Still, I find it useful to force myself into reading posts, blogs, and threads about writing issues, especially when grammar and punctuation are being highlighed. It’s good to be reminded about the basics while keeping in mind that the rules can be broken, as long as you have a reason other than ignorance.
Today I came across a thread started by Cat Rambo, an author from Washington, asking for pet editing peeves. The responders stuck to the basic aggravations such as too many commas, too few commas, too many adjectives and adverbs. It makes me wonder though, how to apply these basic concepts to actual writing so a novice writer can comprehend them? One of the comments contained a link to a blog by Randy Henderson containing a story titled “The Most Epicly Awesomest Story Ever!”
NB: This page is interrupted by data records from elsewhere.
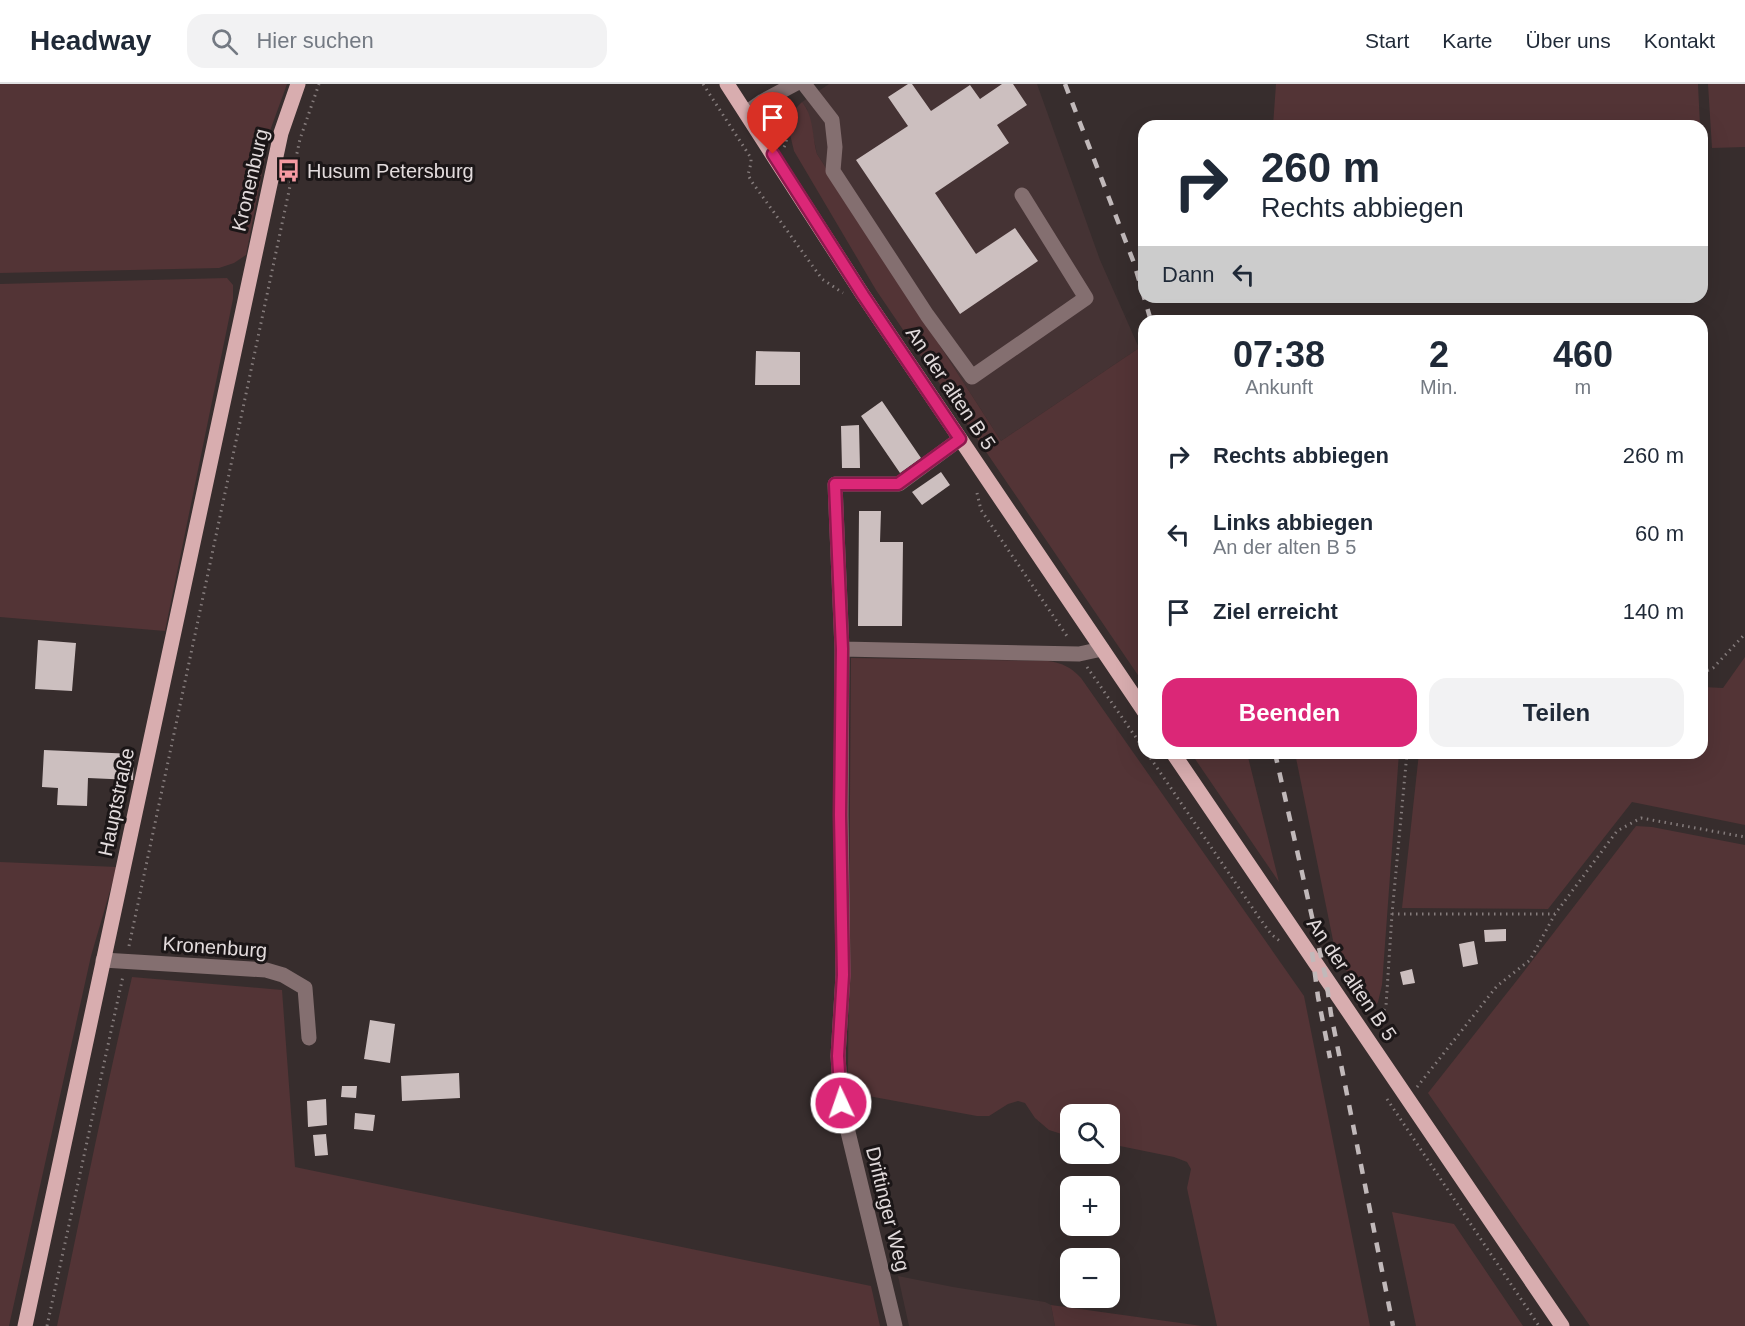 <!DOCTYPE html>
<html lang="de">
<head>
<meta charset="utf-8">
<style>
  body { margin:0; font-family:Arial,sans-serif; background:#f2f2f3; color:#1f2937; height:100vh; display:flex; flex-direction:column; font-size:22px; white-space:nowrap }
  * { box-sizing:border-box; margin:0 }
  p { font-size:20px; color:#747a83 }
  .icon { flex:none; width:33px; height:33px; fill:none; stroke:currentColor; stroke-width:2; stroke-linecap:round; stroke-linejoin:round }
  .map { position:relative; flex:1; overflow:hidden }
  .details { position:absolute; left:1138px; top:231px; width:570px; height:444px; display:flex; flex-direction:column; background:#fff; border-radius:18px; box-shadow:0 6px 24px #0002 }
  .details>* { flex:none }
  .hud { position:absolute; left:1138px; top:36px; width:570px; height:183px; border-radius:18px; box-shadow:0 6px 24px #0002; background:#fff; color:#1f2937; overflow:hidden }
  .fabs { position:absolute; left:1060px; top:1020px; display:grid; gap:12px }
  .fabs a { display:grid; place-items:center; width:60px; height:60px; border-radius:12px; background:#fff; box-shadow:0 6px 24px #0002; font-size:30px }
  .pin { position:absolute; display:grid; place-items:center; width:51px; height:51px; color:#fff; margin:-62px -26px; border-radius:50% 50% 50% 0; rotate:-45deg; box-shadow:0 0 6px #0007 }
  .pin .icon { rotate:45deg }
  .me { position:absolute; width:66px; margin:-33px; rotate:357deg; stroke-linejoin:round; filter:drop-shadow(0 0 4px #0008) }
  .turn { display:flex; align-items:center; gap:21px; height:126px; padding:0 24px; font-size:27px }
  .turn .icon { width:78px; height:78px; stroke-width:2.5 }
  .turn b { display:block; font-size:42px; line-height:51px }
  .then { display:flex; align-items:center; height:57px; padding:0 24px; background:#0003; gap:12px; font-size:22px }
  .eta { display:flex; justify-content:space-evenly; align-items:center; height:102px; text-align:center }
  .eta b { font-size:36px; font-weight:700; line-height:42px }
  .cta { display:flex; gap:12px; margin-top:auto; padding:12px 24px }
  .cta a { flex:1; height:69px; border-radius:18px; background:#db2777; color:#fff; font-size:24px; font-weight:700; line-height:69px; text-align:center }
  .cta a+a { background:#f2f2f3; color:#1f2937 }
  ul { padding:0; list-style:none }
  li { display:flex; align-items:center; gap:18px; height:78px; padding:0 24px }
  li div { flex:1 }
  li b { display:block; font-size:22px }
  li em { font-style:normal }
  header { display:flex; align-items:center; gap:36px; box-sizing:border-box; height:84px; padding:0 30px; background:#fff; border-bottom:2px solid #e0e1e3 }
  header strong { font-size:28px }
  nav { display:flex; gap:33px; margin-inline-start:auto; font-size:21px }
  .search { width:420px; height:54px; background:#f2f2f3; display:flex; align-items:center; gap:15px; box-sizing:border-box; padding:0 21px; border-radius:18px; color:#747a83; font-size:22px }
  .map>svg:first-child { display:block }
</style>
</head>
<body>
<header>
<strong>Headway</strong>
<div class="search"><svg class="icon" aria-label="search" viewBox="0 0 24 24"><circle cx="10" cy="10" r="6"/><path d="M15 15l6 6"/></svg>Hier suchen</div>
<nav><a>Start</a><a>Karte</a><a>Über uns</a><a>Kontakt</a></nav>
</header>
<div class="map">
<svg width="1745" height="1242" viewBox="0 0 1745 1242">
  <rect width="100%" height="100%" fill="#372d2d"/>
  <path fill="#453334" d="M 829,0 L 1037,0 L 1100,176 L 1139,264 L 1001,357 L 817,70 L 807,25 L 802,18 Z
    M 898,1192 L 953,1203 L 1045,1218 L 1051,1221 L 1055,1242 L 909,1242 Z"/>
  <path fill="#533436" d="M 0,0 L 287,0 L 271,44 L 246,171 L 234,179 L 219,184 L 0,189 Z
    M 1276,0 L 1698,0 L 1700,42 L 1273,42 Z
    M 1708,0 L 1745,0 L 1745,63 L 1712,64 Z
    M 802,18 C 814,32 812,52 817,70 L 1001,357 L 1139,264 L 1144,282 L 1144,600 L 876,206 L 794,67 C 789,43 782,37 802,18 Z
    M 227,194 L 233,201 L 233,215 L 165,547 L 0,533 L 0,200 Z
    M 1745,573 L 1745,741 L 1632,718 L 1548,825 L 1402,824 L 1419,669 L 1702,669 L 1703,603 L 1723,604 Z
    M 851,574 L 1048,577 C 1062,579 1071,583 1081,594 L 1304,912 L 1370,1242 L 1217,1242 L 1188,1109 L 1187,1104 L 1191,1085 L 1187,1078 L 1174,1073 L 1110,1060 L 1110,1030 L 1071,1030 L 1071,1053 L 1049,1046 L 1035,1034 L 1025,1019 L 1018,1017 L 1008,1020 L 989,1032 L 977,1032 L 852,1009 L 848,987 Z
    M 1191,669 L 1247,669 L 1279,798 Z
    M 1295,669 L 1399,669 L 1382,901 L 1378,918 L 1373,926 L 1336,871 Z
    M 1636,742 L 1652,743 L 1745,761 L 1745,1242 L 1590,1242 L 1428,1009 L 1518,895 Z
    M 0,778 L 117,783 L 91,872 L 9,1242 L 0,1242 Z
    M 132,893 L 282,906 L 295,1083 L 871,1202 L 880,1242 L 57,1242 C 82,1125 105,1009 132,893 Z
    M 1392,1128 L 1454,1140 L 1523,1242 L 1416,1242 Z
    M 1051,1221 L 1202,1242 L 1055,1242 Z"/>
  <path fill="#ccbfbf" d="M 908,0 L 912,0 L 931,27 L 970,1 L 980,15 L 1002,0 L 1013,0 L 1027,21 L 997,41 L 1009,59 L 935,109 L 976,170 L 1015,144 L 1038,177 L 960,230 L 856,76 L 908,42 L 888,13 Z
    M 756,267 L 800,268 L 800,301 L 755,301 Z
    M 882,317 L 921,374 L 900,389 L 861,332 Z
    M 859,341 L 860,384 L 842,384 L 841,342 Z
    M 941,388 L 950,401 L 922,421 L 912,408 Z
    M 859,427 L 881,427 L 880,458 L 903,458 L 902,542 L 858,542 Z
    M 38,556 L 76,559 L 72,607 L 35,605 Z
    M 44,666 L 134,670 L 133,696 L 88,694 L 87,722 L 57,721 L 58,704 L 42,703 Z
    M 1506,845 L 1506,857 L 1485,858 L 1484,846 Z
    M 1474,857 L 1478,880 L 1463,883 L 1459,860 Z
    M 1412,885 L 1415,899 L 1403,901 L 1400,888 Z
    M 370,936 L 395,940 L 390,979 L 364,975 Z
    M 459,989 L 460,1014 L 402,1017 L 401,992 Z
    M 342,1002 L 357,1002 L 356,1014 L 341,1013 Z
    M 326,1015 L 327,1041 L 308,1043 L 307,1017 Z
    M 355,1029 L 375,1031 L 373,1047 L 354,1045 Z
    M 326,1050 L 328,1071 L 315,1072 L 313,1051 Z"/>
  <g fill="none" stroke-linecap="round" stroke-linejoin="round">
    <path stroke="#857c7c" stroke-width="3" stroke-dasharray="1.5 4.5" stroke-linecap="butt" d="M 703,0 L 751,74 L 751,79 L 748,91 L 752,98 L 822,195 L 843,209
      M 784,63 C 792,50 776,40 793,19
      M 977,409 L 981,426 L 1069,555
      M 1087,583 L 1144,665
      M 1702,589 L 1713,584 L 1745,550
      M 1147,669 L 1258,832 L 1271,850 L 1281,858
      M 1392,830 L 1555,830
      M 129,862 L 300,55 L 319,0
      M 1374,941 L 1380,934 L 1386,922 L 1392,830 L 1407,669
      M 1417,1003 L 1497,902 L 1530,876 L 1555,830 L 1617,747 L 1641,734 L 1745,753
      M 1387,1015 L 1539,1242
      M 47,1242 L 123,892"/>
    <path stroke="#846f70" stroke-width="15" d="M 804,0 L 832,36 L 835,63 L 833,87 L 927,231 L 972,293 L 1086,214 L 1022,111
      M 746,29 L 763,17 L 795,0
      M 842,565 L 835,400 L 899,400 L 960,355
      M 103,876 L 266,886 L 283,891 L 305,904 L 309,954
      M 895,1242 L 841,1019 L 838,972 L 843,891 L 841,731 L 842,565 L 1079,570 L 1102,565"/>
    <path stroke="#d8adaf" stroke-width="15" d="M 727,0 L 863,211 L 1144,627
      M 1173,669 L 1562,1242
      M 25,1242 L 281,49 L 298,0"/>
    <path stroke="#c1b9ba" stroke-width="4.5" stroke-dasharray="10 10" stroke-linecap="butt" d="M 1065,0 L 1134,179 L 1151,237
      M 1275,669 L 1326,895 L 1331,930 L 1393,1242
      M 1312,868 L 1318,913 L 1330,974"/>
  </g>
  <g fill="none" stroke-linecap="round" stroke-linejoin="round">
    <defs>
      <path id="route" d="M 773,70 L 863,211 L 960,355 L 898,400 L 835,400 L 842,565 L 840,731 L 843,891 L 838,972 L 841,1019"/>
    </defs>
    <use href="#route" stroke="#8e194d" stroke-width="15"/>
    <use href="#route" stroke="#db2777" stroke-width="10"/>
  </g>
  <defs>
    <symbol id="bus-bare" viewBox="-9 -9 18 18"><path d="M-5-6H5V4H4V6H2V4H-2V6H-4V4H-5ZM-3.5-4V0h7V-4ZM-3.5 1.2v1.5H-2V1.2ZM2 1.2v1.5H3.5V1.2Z" fill="#f49aa2" stroke="#1b1617" stroke-width="2.5" paint-order="stroke"/></symbol>
  </defs>
  <g fill-rule="evenodd">
    <use href="#bus-bare" x="272" y="70" width="33" height="33"/>
  </g>
  <g text-anchor="middle" dominant-baseline="central" stroke-width="6" stroke-linejoin="round" paint-order="stroke">
    <g font-size="20" fill="#e2dbdc" stroke="#1b1617" text-anchor="start">
      <text x="307" y="87">Husum Petersburg</text>
    </g>
    <g font-size="20" fill="#e2dbdc" stroke="#1b1617">
      <text transform="translate(250 96) rotate(-77)">Kronenburg</text>
      <text transform="translate(951 304) rotate(56)">An der alten B 5</text>
      <text transform="translate(116 718) rotate(-78)">Hauptstraße</text>
      <text transform="translate(215 863) rotate(4)">Kronenburg</text>
      <text transform="translate(1352 895) rotate(56)">An der alten B 5</text>
      <text transform="translate(888 1125) rotate(76)">Driftinger Weg</text>
    </g>
  </g>
</svg>
<div class="fabs">
<a><svg class="icon" aria-label="search" viewBox="0 0 24 24"><circle cx="10" cy="10" r="6"/><path d="M15 15l6 6"/></svg></a>
<a>+</a>
<a>−</a>
</div>
<div class="pin" style="left:773px;top:70px;background:#d93025"><svg class="icon" aria-label="arrive" viewBox="0 0 24 24"><path d="M6 21V4h12l-3 4 3 4H6"/></svg></div>
<svg class="me" style="left:841px;top:1019px" viewBox="-20 -20 40 40"><circle r="17" fill="#db2777" stroke="#fff" stroke-width="3"/><path d="M0-11L8 9 0 5-8 9z" fill="#fff"/></svg>
<div class="hud">
<div class="turn"><svg class="icon" aria-label="right" viewBox="0 0 24 24"><path d="M7 20v-9h11M14 6l5 5-5 5"/></svg><div><b>260 m</b>Rechts abbiegen</div></div>
<div class="then">Dann<svg class="icon" aria-label="left" viewBox="0 0 24 24"><path d="M17 20v-9H6M10 6l-5 5 5 5"/></svg></div>
</div>
<section class="details">
<div class="eta">
<div><b>07:38</b><p>Ankunft</p></div>
<div><b>2</b><p>Min.</p></div>
<div><b>460</b><p>m</p></div>
</div>
<ul>
<li><svg class="icon" aria-label="right" viewBox="0 0 24 24"><path d="M7 20v-9h11M14 6l5 5-5 5"/></svg><div><b>Rechts abbiegen</b></div><em>260 m</em></li>
<li><svg class="icon" aria-label="left" viewBox="0 0 24 24"><path d="M17 20v-9H6M10 6l-5 5 5 5"/></svg><div><b>Links abbiegen</b><p>An der alten B 5</p></div><em>60 m</em></li>
<li><svg class="icon" aria-label="arrive" viewBox="0 0 24 24"><path d="M6 21V4h12l-3 4 3 4H6"/></svg><div><b>Ziel erreicht</b></div><em>140 m</em></li>
</ul>
<div class="cta"><a>Beenden</a><a>Teilen</a></div>
</section>
</div>
</body>
</html>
The title alone contains enough errors to inform readers that Henderson’s tongue was planted in his cheek when he wrote it. But follow the link and read the story, then read the comments. It is interesting to see how many readers took him to task for his writing, even feeling the need to critique the story. It’s hard to know if he triggered a defensive reaction among people who are writing their own fantasy saga about a farmer’s son who is The One, or possible backlash from readers who just don’t like to be messed with and resent being taken in briefly. (Yes, I know long convoluted sentences are against the rules.)
I don’t believe that any trope is done to death, including the Hero’s Quest. Vampires, zombies, and shape-shifters appear to be done into the ground, and yet the best book I read this past year is “The Passage” by Justin Cronin. Describing this novel sounds like a mishmash of all the current fiction trends: vampires breeding like flies, genetic engineering,dystopian future, population in peril, elements of mysticism. But Cronin spins a fresh take on vampires and dystopia so that his story is engaging and suspenseful.
If you have a story that you want to write, it doesn’t matter if it falls into a category that feels overdone. The important thing is to write it with your own vision and create characters that feel fresh. Then make sure your prose is free of cliches and common writing tics, which will mire any story, no matter how original, into reading like an epicly awesome adventure story. In other words, read the rules and discard what ones you must — but have a reason for ignoring them.